Toppled Communist monument built using Jewish gravestone fragment, recovered from the town dump in Samorin, Slovakia (photo: Samuel D. Gruber 2009)
The reasons for recent recoveries are mixed. From the Jewish perspective, there is more awareness and interest in the fate of these stones, and better local and national Jewish organization to respond when they are discovered, and to demand their return. On the public side, there is now a greater awareness among local governments and national monument authorities about the significance of these stones, and also a greater willingness to cooperate with Jewish groups when stones are uncovered. Most important, greater investment and activity in renewing infrastructure - particularly the repair and replacement of old roads - has led to a increase in the discovery of these stolen gravestones. Fro the most part, local authorities have been willing to contribute to the cost of the removal, repair and replacement of these stones when they are found in the course of municipal work or other government sponsored works. Unfortunately, private property owners have been less cooperative when gravestones have been identified in their buildings or on their properties. Though the situations vary, private owners are very likely to negotiate - essentially hold stones for ransom - demanding outright payment for the stones, or requesting payment for "removal and replacement" costs (such as the repaving of a courtyard or the rebuilding of a stairway). When these costs have been modest, many Jewish groups have paid these costs - finding payment cheaper and easier than a protracted and possibly litigated dispute.
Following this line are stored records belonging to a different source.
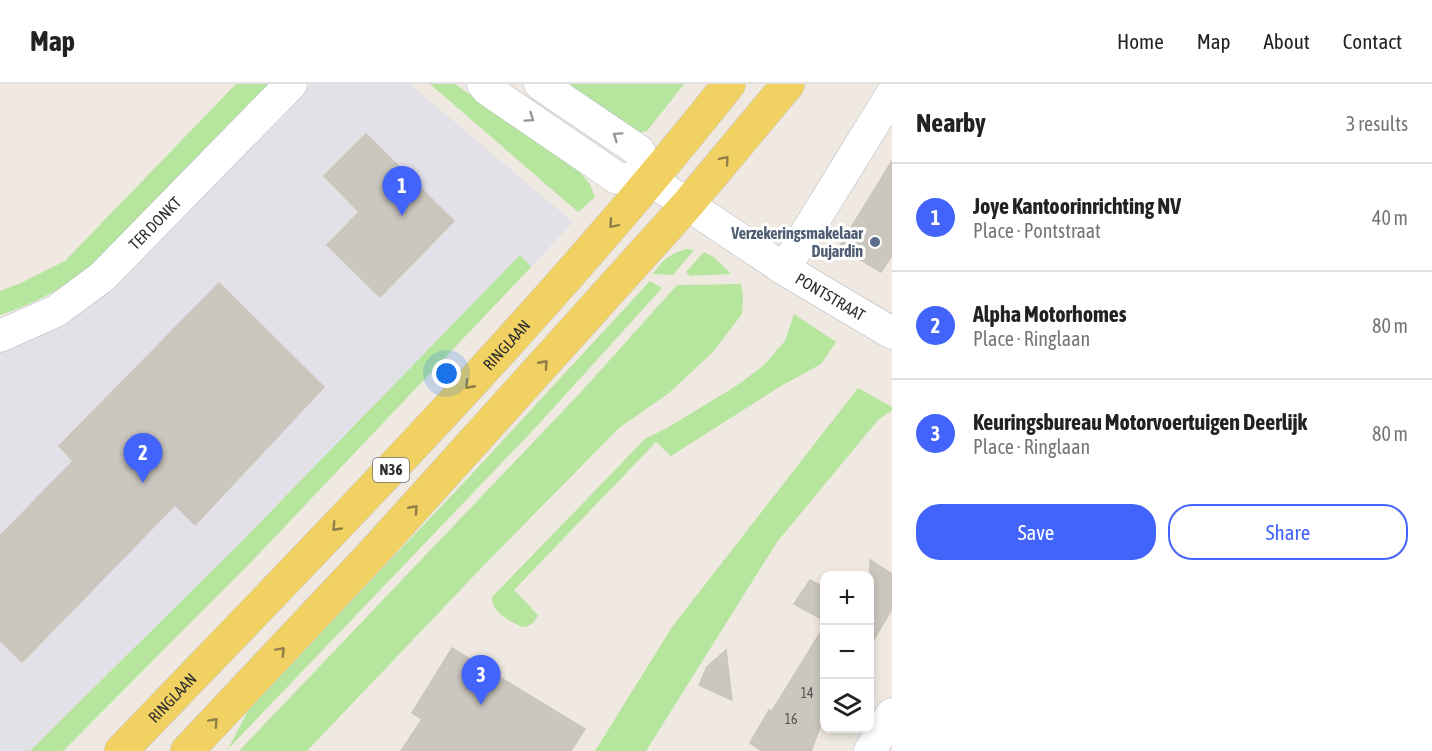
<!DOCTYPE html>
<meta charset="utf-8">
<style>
:root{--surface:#fff;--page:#f6f6f6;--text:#222;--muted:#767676;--line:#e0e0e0;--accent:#4264fb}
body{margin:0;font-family:"Asap Condensed",sans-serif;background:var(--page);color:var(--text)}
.controls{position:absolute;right:18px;bottom:18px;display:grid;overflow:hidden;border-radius:12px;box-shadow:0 3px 9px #0003}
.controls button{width:54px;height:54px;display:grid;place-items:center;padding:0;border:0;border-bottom:2px solid var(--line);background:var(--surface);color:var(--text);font:30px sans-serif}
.you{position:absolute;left:447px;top:290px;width:21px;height:21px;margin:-15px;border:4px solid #fff;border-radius:50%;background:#1a73e8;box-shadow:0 0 0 9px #1a73e833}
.badge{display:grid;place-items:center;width:39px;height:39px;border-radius:50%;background:var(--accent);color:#fff;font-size:20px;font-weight:700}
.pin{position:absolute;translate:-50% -50px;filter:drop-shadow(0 2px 3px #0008)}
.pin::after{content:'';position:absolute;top:32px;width:21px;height:18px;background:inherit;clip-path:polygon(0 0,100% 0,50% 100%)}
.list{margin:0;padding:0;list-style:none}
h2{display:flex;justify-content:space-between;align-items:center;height:78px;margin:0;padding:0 24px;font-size:26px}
h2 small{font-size:20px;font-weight:400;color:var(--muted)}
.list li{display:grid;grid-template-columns:39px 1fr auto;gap:18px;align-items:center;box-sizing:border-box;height:108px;padding:0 24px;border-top:2px solid var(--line)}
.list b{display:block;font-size:22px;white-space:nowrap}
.list p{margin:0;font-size:20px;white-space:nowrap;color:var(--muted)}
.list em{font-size:20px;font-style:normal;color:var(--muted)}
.actions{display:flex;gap:12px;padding:18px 24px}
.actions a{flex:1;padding:14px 0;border:2px solid var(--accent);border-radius:24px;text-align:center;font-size:21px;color:var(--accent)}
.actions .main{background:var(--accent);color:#fff}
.icon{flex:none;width:33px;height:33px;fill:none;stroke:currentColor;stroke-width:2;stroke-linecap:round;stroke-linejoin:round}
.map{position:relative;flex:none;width:892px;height:667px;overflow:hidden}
header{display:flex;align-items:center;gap:36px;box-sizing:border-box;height:84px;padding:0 30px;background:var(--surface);border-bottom:2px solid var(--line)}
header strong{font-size:28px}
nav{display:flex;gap:33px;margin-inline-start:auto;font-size:21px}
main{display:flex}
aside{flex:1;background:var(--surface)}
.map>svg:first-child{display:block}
.industrial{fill:#e3e1e8}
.green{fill:#b6e59e}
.building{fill:#cbc7bf;stroke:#cbc5ba;stroke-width:1.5}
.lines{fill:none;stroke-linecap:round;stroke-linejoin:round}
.street-casing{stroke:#b4b7c1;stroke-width:33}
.primary-casing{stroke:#c9c9c9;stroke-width:34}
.street{stroke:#fff;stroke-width:32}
.primary{stroke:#f2d163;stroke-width:33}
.oneway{stroke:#969696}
.oneway2{stroke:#908048}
.service-dot{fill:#5c6f8a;stroke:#fff;stroke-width:2}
.labels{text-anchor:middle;stroke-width:6;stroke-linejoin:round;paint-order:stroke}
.number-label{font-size:14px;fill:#555452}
.shield{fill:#fff;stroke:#6d6d6d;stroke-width:1.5}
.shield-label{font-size:15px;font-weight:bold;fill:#2e2e2e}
.street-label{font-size:16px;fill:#2e2e2e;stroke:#fff}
.service-label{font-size:16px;font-weight:bold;fill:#4e5e75;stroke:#fff;text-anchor:end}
</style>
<header>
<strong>Map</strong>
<nav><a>Home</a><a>Map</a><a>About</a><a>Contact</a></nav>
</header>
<main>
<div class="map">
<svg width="892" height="667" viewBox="0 0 892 667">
<rect width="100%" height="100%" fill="#efe9e1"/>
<path class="industrial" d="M 311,0 L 410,0 L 573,138 L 531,183 L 520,171 L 243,456 L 30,667 L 0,667 L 0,264 L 235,75 Z"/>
<g class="green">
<path d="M 236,0 L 270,0 L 92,183 C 63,204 34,220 0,231 L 0,207 L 21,199 L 65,177 Z"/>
<path d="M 430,0 L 455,0 L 577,85 L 590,100 L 595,113 L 578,128 Z"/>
<path d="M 563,0 L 684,0 L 647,47 L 638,49 Z"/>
<path d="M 687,165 L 694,166 L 673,191 L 653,190 C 662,176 671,169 687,165 Z"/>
<path d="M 704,168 L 715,174 L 731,190 L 690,192 L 686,188 Z"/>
<path d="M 520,171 L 531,183 L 254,475 L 63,667 L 30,667 L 243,456 Z"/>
<path d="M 650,197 L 662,204 L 538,341 L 228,665 L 249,625 L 469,393 Z"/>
<path d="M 741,200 L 743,212 L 742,230 L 713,268 L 669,309 L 619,344 L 488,477 L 307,667 L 239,667 L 581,308 L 677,201 Z"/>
<path d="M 794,230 L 836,258 L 821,280 L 781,302 L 671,372 L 656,358 L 514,506 L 538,531 C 534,539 531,542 522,543 C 510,537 491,528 492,513 L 645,355 L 667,344 L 736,302 L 763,282 L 785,257 Z"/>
<path d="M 858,304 L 892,323 L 892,326 L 878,336 L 777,458 L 646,667 L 595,667 L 672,543 Z"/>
</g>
<g class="building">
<path d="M 366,50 L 454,137 L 380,213 L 327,161 L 359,128 L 324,92 Z"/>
<path d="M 892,77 L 892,171 L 881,188 L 839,163 Z"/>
<path d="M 219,199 L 324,303 L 195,441 L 175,421 L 22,578 L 0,556 L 0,452 L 73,377 L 59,362 Z"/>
<path d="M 870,476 L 892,490 L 892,525 L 870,562 Z"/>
<path d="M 810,496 L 825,504 L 825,537 L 794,520 Z"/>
<path d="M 825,541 L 825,630 L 811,667 L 762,667 L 750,659 L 769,626 L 772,627 Z"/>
<path d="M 452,564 L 585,645 L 571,667 L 401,667 L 422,635 L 412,629 Z"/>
<path d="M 726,566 L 732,616 L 699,601 L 707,583 Z"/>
</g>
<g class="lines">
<defs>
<g id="street">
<path id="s1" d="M 483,0 L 487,5 L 617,94 L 651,96 L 784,185 L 892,249"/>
<path d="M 540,0 L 639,67 L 651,96"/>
<path d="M 784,185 L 892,10"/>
<path id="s2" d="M 0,252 L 56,227 L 102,193 L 291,0"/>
<path d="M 870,667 L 892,630"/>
</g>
<g id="primary">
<path id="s3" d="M 121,667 C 329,450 542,236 729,0"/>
<path d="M 187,667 L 376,466 L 687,121 L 788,0"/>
</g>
</defs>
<use href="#street" class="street-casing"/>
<use href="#primary" class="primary-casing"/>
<use href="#street" class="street"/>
<use href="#primary" class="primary"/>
</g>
<defs><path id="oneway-chevron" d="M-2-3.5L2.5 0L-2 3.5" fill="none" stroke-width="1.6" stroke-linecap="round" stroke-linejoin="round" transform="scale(1.5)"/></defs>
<g class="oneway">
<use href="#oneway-chevron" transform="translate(530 34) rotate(34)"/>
<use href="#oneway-chevron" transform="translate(617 52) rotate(-146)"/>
</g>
<g class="oneway2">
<use href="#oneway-chevron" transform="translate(725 76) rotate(-50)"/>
<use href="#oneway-chevron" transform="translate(613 140) rotate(131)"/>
<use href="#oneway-chevron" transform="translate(544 280) rotate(-48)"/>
<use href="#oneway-chevron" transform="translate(469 301) rotate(132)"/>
<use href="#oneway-chevron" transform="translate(414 425) rotate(-48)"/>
<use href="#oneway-chevron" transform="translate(336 443) rotate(134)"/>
<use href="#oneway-chevron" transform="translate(281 567) rotate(-47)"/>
<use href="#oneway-chevron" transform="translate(214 638) rotate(-47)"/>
</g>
<circle class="service-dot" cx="875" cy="158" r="6"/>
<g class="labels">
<g class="number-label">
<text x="807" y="614">14</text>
<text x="791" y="640">16</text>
</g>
<rect class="shield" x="373" y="374" width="36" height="24" rx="4.5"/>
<g class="shield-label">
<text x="391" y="391">N36</text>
</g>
<g class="street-label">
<text dy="6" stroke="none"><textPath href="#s2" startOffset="194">TER DONKT</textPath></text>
<text dy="6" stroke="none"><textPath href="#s1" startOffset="412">PONTSTRAAT</textPath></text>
<text dy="6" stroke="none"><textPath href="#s3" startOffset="560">RINGLAAN</textPath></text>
<text dy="6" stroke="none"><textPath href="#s3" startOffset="74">RINGLAAN</textPath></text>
</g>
<g class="service-label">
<text x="863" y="155">Verzekeringsmakelaar<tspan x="863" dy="18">Dujardin</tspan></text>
</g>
</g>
</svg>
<div class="controls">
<button>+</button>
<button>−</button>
<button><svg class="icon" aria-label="layers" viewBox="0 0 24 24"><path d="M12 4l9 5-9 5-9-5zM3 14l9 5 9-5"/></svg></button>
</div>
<div class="you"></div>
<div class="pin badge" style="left:402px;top:132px">1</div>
<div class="pin badge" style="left:143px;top:399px">2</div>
<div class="pin badge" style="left:481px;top:621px">3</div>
</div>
<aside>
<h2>Nearby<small>3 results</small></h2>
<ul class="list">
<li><span class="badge">1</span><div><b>Joye Kantoorinrichting NV</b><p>Place · Pontstraat</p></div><em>40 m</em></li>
<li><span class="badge">2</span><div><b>Alpha Motorhomes</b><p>Place · Ringlaan</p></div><em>80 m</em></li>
<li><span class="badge">3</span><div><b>Keuringsbureau Motorvoertuigen Deerlijk</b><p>Place · Ringlaan</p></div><em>80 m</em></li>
</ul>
<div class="actions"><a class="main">Save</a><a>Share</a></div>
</aside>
</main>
It is time, however, for more consistent and transparent policies to be put in force to assist in the identification, recovery and care of these stolen stones. ISJM will soon put forth proposals and guidelines addressing this topic. As a sign of progress in this area, the Foundation for the Preservation of Jewish Heritage in Poland announced that on April 7, 2009:
a meeting took place in Inowroclaw (kujawsko-pomorskie province) between the representatives of the Foundation… local authorities and the regional Monument Conservator. The parties discussed the matter of the matzevot used in the past to reinforce the pavements in Inowroclaw. A commission was created to inventarize the locations of the tombstones, then to remove and secure them. In near future they will be transported back to the 'new' Jewish cemetery in the town (located between the communal and Catholic cemeteries). They probably will become part of the lapidarium.